I have recently spent a short time-out in the Trossachs - Scotlands National Park, situated just above Glasgow - where I hit upon a mini-revelation regarding what I have been photographing and why I have been taking photographs.
You see, I have been quite happy to snap away with my low-quality digital camera, without concerning myself with why I am taking the photographs. Previously this act has always been related to my painting, I have concentrated on taking shots of scenes or objects that I intended to use in my painting. With hindsight I can see that I made a significant change during a recent trip to Amsterdam, here it was where I actively begun to take photographs on a whim, snap snap snap, and what a freedom it gave me! Not always thinking what could be used in my ‘real’ work, and instead taking a shot because of the merits of the photograph alone. Pre-thought has been overtaken by instinct and other mini-revelations have occurred to me because of this, such as taking photographs of water, because I like the abstract qualities you are given when there is no other material to reference against, the play of light upon and within a surface that at one instance reflects the light and at the next, allows the lens to view deep under its surface. The particular limitations of the camera seem to add to this contradictory outcome; firstly a camera is never able to process enough of the experience to relate it to what minds-eye has remembered of the event, such as the sounds and smells that bombard your senses and affect the memory, secondly, the camera captures an instant in stasis, not the constantly shifting play of light across the surface that is the reality of the experience.
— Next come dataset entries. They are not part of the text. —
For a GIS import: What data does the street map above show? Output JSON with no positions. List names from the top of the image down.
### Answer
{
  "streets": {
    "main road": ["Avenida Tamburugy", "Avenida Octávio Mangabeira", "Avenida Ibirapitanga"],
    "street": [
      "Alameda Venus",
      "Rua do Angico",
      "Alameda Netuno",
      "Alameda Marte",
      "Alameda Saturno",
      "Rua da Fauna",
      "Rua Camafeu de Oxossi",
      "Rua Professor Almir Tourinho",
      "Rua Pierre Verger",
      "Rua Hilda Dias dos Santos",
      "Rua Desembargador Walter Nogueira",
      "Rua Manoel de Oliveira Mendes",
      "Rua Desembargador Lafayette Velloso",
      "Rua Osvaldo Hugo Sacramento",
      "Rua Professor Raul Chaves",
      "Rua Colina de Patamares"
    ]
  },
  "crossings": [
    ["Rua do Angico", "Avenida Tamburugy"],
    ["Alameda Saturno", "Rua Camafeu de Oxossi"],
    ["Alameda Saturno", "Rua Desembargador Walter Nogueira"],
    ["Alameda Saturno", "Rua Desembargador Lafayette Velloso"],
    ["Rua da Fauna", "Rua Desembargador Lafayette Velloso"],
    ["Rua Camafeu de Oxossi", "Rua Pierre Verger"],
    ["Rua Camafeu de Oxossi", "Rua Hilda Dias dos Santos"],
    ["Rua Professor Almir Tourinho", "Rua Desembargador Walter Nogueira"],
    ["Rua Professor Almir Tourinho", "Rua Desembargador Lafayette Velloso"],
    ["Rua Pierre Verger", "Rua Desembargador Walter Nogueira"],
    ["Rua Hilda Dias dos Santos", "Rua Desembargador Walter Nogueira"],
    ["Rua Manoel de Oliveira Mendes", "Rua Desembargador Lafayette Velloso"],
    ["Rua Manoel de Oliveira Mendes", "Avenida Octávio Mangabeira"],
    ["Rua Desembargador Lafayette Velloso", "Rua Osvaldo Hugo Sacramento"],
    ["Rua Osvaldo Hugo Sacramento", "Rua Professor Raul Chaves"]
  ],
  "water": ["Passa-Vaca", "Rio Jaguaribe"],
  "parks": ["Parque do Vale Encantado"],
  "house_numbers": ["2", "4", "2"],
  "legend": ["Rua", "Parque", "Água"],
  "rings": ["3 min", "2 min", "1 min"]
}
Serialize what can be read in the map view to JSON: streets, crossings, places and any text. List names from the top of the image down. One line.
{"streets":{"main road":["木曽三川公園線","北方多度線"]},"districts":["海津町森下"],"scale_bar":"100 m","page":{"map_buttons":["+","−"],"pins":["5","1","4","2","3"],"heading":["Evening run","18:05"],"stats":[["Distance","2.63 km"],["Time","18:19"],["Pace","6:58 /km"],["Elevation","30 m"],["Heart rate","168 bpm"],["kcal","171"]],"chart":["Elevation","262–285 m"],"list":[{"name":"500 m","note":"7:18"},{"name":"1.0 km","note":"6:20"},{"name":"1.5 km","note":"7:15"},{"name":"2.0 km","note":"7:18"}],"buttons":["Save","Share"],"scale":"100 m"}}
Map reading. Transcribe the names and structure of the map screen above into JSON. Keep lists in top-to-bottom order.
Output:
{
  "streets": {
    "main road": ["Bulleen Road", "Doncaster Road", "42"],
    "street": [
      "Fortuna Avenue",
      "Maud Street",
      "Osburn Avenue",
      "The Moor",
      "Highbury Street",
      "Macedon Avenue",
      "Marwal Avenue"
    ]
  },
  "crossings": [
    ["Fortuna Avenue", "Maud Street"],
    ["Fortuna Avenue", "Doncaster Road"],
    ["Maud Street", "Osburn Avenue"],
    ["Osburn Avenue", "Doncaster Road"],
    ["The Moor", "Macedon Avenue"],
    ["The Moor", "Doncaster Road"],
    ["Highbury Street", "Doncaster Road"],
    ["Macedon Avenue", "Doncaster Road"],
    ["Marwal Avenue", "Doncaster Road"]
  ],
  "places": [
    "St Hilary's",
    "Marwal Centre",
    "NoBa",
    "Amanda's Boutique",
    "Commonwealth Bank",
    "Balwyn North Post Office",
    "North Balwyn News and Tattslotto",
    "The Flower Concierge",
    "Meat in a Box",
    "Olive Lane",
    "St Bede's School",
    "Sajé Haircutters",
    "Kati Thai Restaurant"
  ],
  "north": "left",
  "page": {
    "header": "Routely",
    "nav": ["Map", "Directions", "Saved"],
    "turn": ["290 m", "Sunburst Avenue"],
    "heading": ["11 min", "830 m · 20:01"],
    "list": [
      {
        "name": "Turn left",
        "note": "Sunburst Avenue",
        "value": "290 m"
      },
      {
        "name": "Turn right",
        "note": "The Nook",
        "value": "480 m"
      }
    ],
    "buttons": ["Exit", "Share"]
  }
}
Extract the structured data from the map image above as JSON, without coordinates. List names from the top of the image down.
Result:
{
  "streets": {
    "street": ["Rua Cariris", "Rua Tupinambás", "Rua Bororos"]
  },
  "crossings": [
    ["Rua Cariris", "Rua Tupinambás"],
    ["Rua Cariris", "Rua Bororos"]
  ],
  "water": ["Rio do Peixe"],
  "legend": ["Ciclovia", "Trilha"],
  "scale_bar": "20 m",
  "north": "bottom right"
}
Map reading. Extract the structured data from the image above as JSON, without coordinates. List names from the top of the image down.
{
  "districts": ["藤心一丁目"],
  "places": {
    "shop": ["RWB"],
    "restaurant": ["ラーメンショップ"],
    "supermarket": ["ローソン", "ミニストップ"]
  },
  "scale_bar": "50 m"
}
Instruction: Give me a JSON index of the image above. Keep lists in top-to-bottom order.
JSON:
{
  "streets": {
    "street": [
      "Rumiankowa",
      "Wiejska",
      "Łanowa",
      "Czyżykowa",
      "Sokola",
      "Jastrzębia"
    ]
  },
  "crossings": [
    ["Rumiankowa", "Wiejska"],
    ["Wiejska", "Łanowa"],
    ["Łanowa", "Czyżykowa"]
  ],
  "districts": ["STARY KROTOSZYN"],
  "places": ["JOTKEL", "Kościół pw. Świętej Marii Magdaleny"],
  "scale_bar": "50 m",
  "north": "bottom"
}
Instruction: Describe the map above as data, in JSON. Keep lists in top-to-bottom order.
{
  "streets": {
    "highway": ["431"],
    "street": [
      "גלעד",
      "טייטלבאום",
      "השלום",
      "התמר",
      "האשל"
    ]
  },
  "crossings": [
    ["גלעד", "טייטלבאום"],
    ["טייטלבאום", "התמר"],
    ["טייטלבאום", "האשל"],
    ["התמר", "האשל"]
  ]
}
Only when I visited Scotland did I realise the reasoning behind this change in direction. And it related to something I read a long time ago, so long ago I can’t remember who wrote it, but it goes something along the lines of “photography is the great democratising medium, because it allows untrained amateurs and people without the talent required to compose an image, to capture a beautiful picture, a perfect scene. The most beautiful elements of amateur photography are the chance happenings, the accidents, that are captured in its instantaneous gaze and cannot be captured in the laborious and time-consuming practise of painting without an act-of-will of the artist.”
I can see now, photography for the medium that it is designed to be. A documentation to show the immediate results of a mind in action, to capture instantaneously those things that interest you. By then being captured, they are dislocated from the activity of the mind somewhat, and distorted by the mechanics of the camera and photographic medium. The resultant alteration from the original intent doesn’t interest me so much in trying to find a happy communion between the two, but I am satisfied that once it is placed in photographic form it becomes something else. I am more interested in maintaining the aesthetic of amateurism and helping to navigate myself through the documentary process.